DNA methylation (DNAm) plays an important role in epigenetic regulation of gene 
expression, orchestrating tissue differentiation and development during fetal life, childhood, 
and adolescence, and guiding functional activity in adulthood. This epigenetic control is 
especially important in the human brain, where gene expression is extremely dynamic during 
fetal and infant life, and becomes progressively more stable at later periods of development 
(Colantuoni et al. 2011; Numata et al. 2012).

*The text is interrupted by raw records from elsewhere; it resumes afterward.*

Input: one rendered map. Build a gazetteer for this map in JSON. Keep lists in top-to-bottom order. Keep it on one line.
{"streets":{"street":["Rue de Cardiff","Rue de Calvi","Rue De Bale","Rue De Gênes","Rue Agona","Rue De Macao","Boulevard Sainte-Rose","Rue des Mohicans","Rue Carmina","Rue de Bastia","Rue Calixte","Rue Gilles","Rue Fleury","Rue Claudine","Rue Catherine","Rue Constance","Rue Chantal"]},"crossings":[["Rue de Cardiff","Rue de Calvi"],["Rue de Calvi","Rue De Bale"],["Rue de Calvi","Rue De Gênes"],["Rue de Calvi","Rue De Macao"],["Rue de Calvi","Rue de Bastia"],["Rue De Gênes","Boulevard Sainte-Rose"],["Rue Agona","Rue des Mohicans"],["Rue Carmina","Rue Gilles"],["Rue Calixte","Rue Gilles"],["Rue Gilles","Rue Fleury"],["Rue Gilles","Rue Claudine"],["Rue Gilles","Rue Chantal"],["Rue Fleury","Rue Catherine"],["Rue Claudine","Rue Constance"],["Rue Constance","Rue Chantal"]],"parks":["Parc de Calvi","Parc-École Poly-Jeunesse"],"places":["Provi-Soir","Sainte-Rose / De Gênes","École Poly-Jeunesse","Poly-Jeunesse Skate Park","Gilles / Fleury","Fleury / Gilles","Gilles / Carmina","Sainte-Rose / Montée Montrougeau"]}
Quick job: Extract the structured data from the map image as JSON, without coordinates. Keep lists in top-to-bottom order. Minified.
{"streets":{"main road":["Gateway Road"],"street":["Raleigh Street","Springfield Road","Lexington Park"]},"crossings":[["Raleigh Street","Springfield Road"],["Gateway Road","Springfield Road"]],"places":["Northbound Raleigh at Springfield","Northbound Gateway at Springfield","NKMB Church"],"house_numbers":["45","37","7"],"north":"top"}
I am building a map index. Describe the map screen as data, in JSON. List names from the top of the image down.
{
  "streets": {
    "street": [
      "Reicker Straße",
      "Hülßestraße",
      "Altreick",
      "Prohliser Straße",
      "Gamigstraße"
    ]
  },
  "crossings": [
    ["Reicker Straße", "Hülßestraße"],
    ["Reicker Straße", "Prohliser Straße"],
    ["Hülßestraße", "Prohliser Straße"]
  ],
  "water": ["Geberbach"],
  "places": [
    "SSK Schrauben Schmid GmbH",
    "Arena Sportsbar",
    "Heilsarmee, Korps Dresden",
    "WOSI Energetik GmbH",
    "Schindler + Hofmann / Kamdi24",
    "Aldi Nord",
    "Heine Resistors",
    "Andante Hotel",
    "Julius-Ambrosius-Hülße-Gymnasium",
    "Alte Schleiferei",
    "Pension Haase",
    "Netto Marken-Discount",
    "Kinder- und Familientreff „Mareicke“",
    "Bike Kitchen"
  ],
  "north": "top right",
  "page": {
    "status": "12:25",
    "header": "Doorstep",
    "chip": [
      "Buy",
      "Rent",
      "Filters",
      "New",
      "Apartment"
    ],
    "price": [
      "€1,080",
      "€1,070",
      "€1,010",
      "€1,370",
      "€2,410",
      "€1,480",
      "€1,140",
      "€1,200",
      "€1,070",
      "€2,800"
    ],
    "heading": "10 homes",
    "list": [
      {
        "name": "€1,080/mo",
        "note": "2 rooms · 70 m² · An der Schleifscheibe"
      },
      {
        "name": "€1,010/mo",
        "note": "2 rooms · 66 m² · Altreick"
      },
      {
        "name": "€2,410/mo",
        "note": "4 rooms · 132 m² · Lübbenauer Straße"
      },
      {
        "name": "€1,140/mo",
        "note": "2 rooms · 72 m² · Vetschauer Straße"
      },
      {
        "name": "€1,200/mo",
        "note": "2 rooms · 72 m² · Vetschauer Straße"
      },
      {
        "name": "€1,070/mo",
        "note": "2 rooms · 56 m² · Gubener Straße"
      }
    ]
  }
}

Dysregulation of these precise and coordinated 
gene expression changes through epigenetic mechanisms may play a vital role in the 
pathogenesis of neurodevelopmental disorders, such as schizophrenia (SZ) (Waterland and 
Michels 2007; Jakovcevski and Akbarian 2012; Grayson and Guidotti 2013). Pathologically, 
these epigenetic changes, acting through gene expression, could disturb the formation of 
essential brain circuits, fitting into one prevailing set of hypotheses for the causes of 
schizophrenia, namely the "neurodevelopmental" hypotheses (Weinberger and Levitt 2011). 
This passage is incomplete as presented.